▶ [The records]
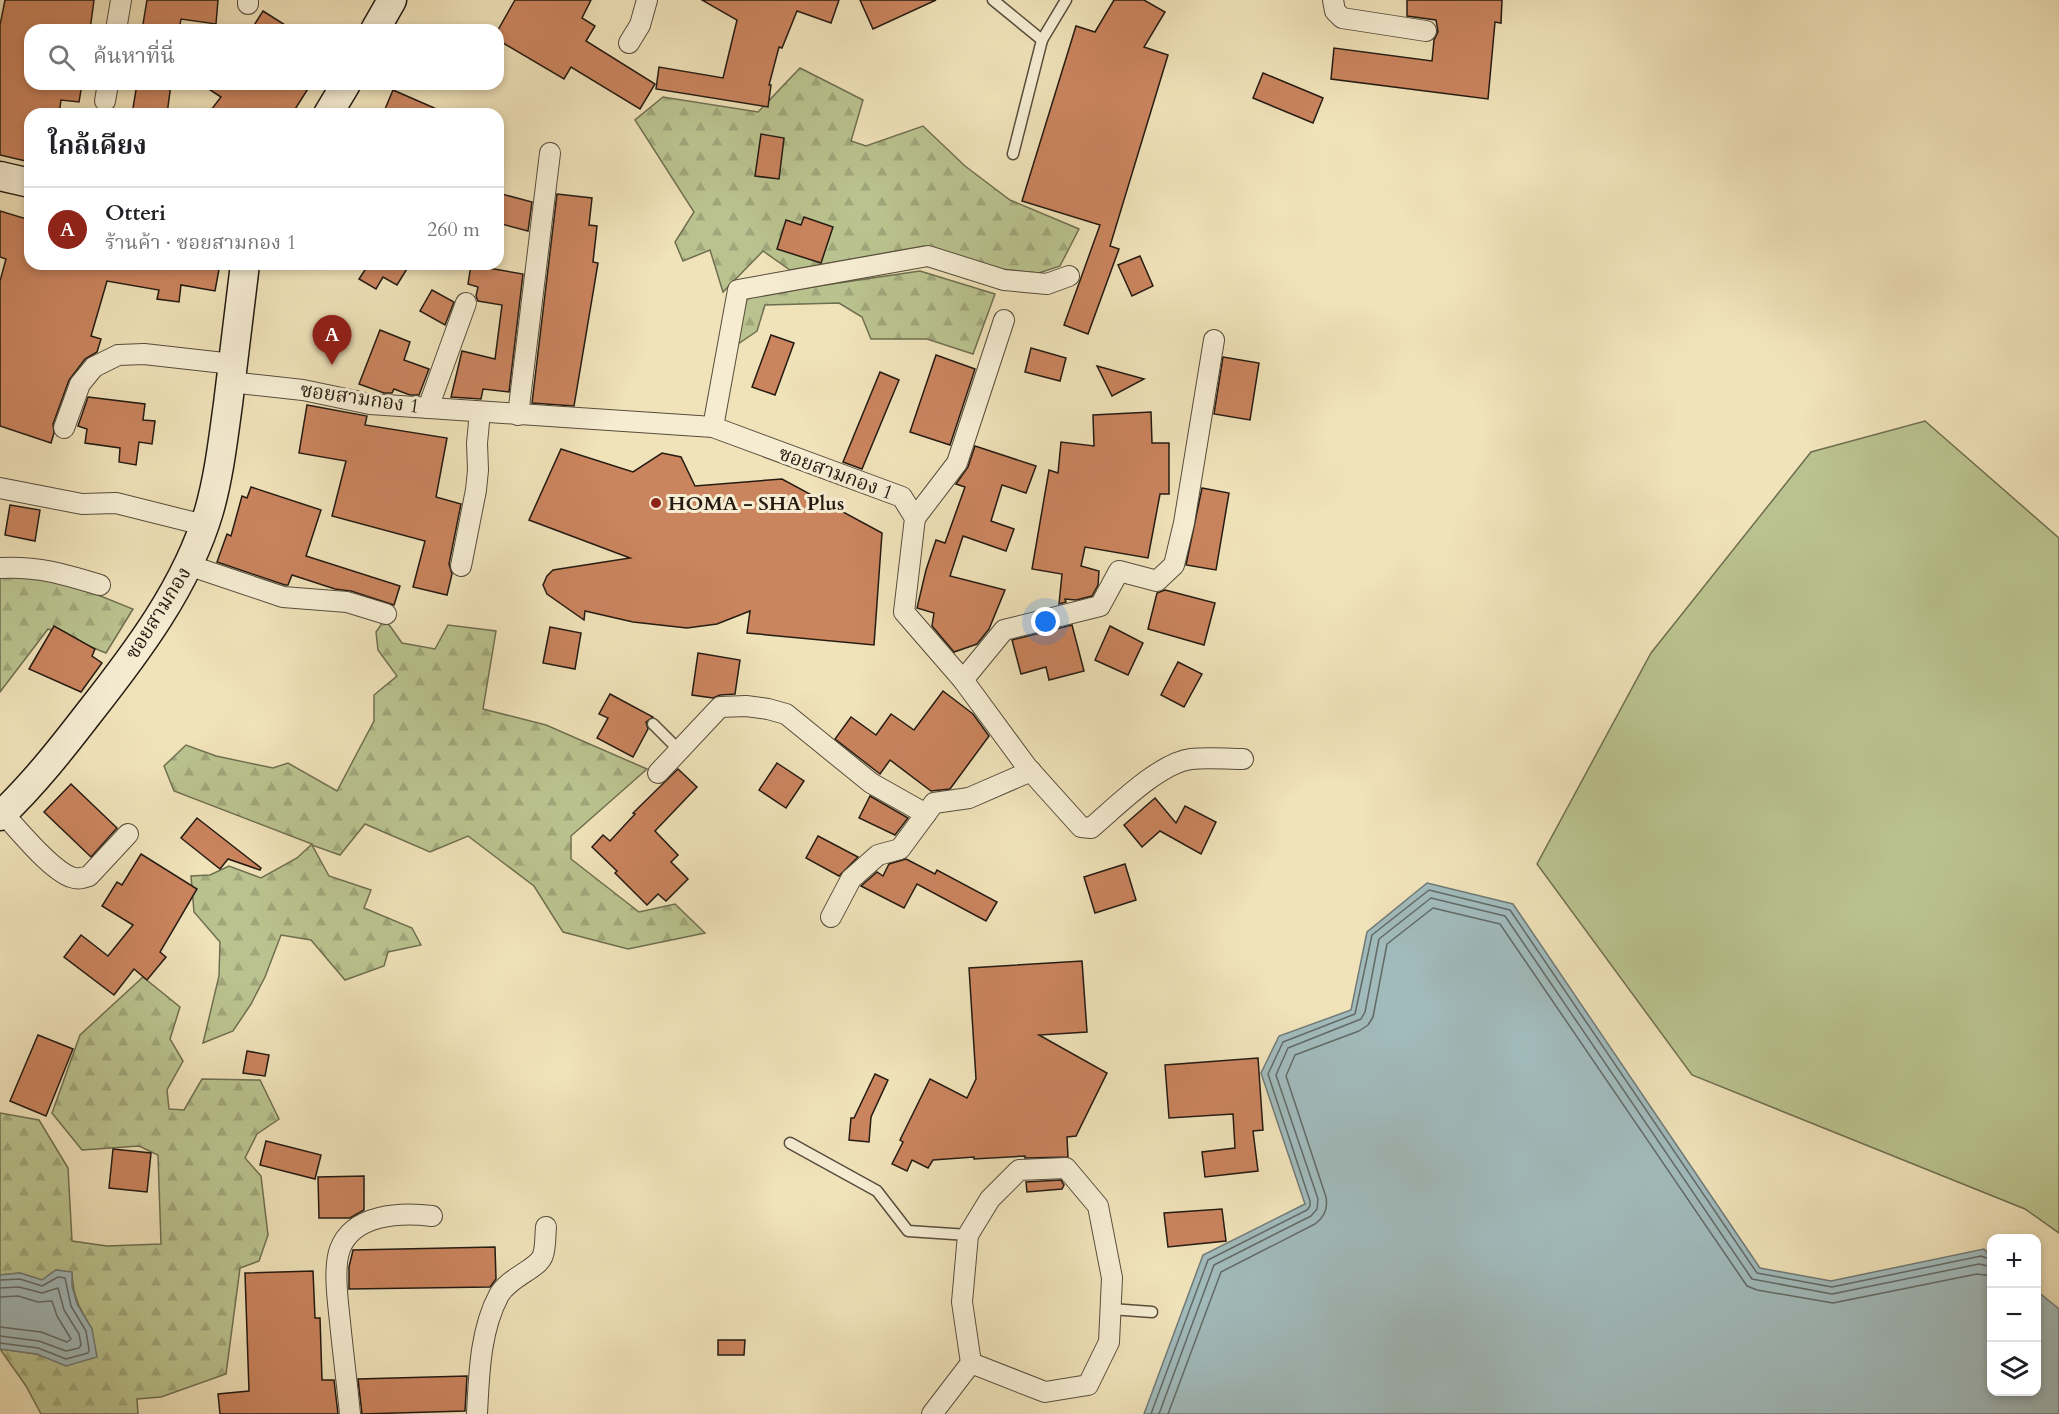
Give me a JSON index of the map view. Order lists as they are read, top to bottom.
{
  "streets": {
    "street": ["ซอยสามกอง 1", "ซอยสามกอง"]
  },
  "crossings": [
    ["ซอยสามกอง 1", "ซอยสามกอง"]
  ],
  "places": ["HOMA - SHA Plus"],
  "page": {
    "search": "ค้นหาที่นี่",
    "heading": "ใกล้เคียง",
    "list": [
      {
        "mark": "A",
        "name": "Otteri",
        "note": "ร้านค้า · ซอยสามกอง 1",
        "value": "260 m"
      }
    ],
    "pins": "A",
    "map_buttons": ["+", "−"]
  }
}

▶ [What you need to do] An exact reproduction of the data is needed, with no pictures included.

▶ [Answer]
Give me a JSON index of the map view. Order lists as they are read, top to bottom.
{
  "streets": {
    "street": ["ซอยสามกอง 1", "ซอยสามกอง"]
  },
  "crossings": [
    ["ซอยสามกอง 1", "ซอยสามกอง"]
  ],
  "places": ["HOMA - SHA Plus"],
  "page": {
    "search": "ค้นหาที่นี่",
    "heading": "ใกล้เคียง",
    "list": [
      {
        "mark": "A",
        "name": "Otteri",
        "note": "ร้านค้า · ซอยสามกอง 1",
        "value": "260 m"
      }
    ],
    "pins": "A",
    "map_buttons": ["+", "−"]
  }
}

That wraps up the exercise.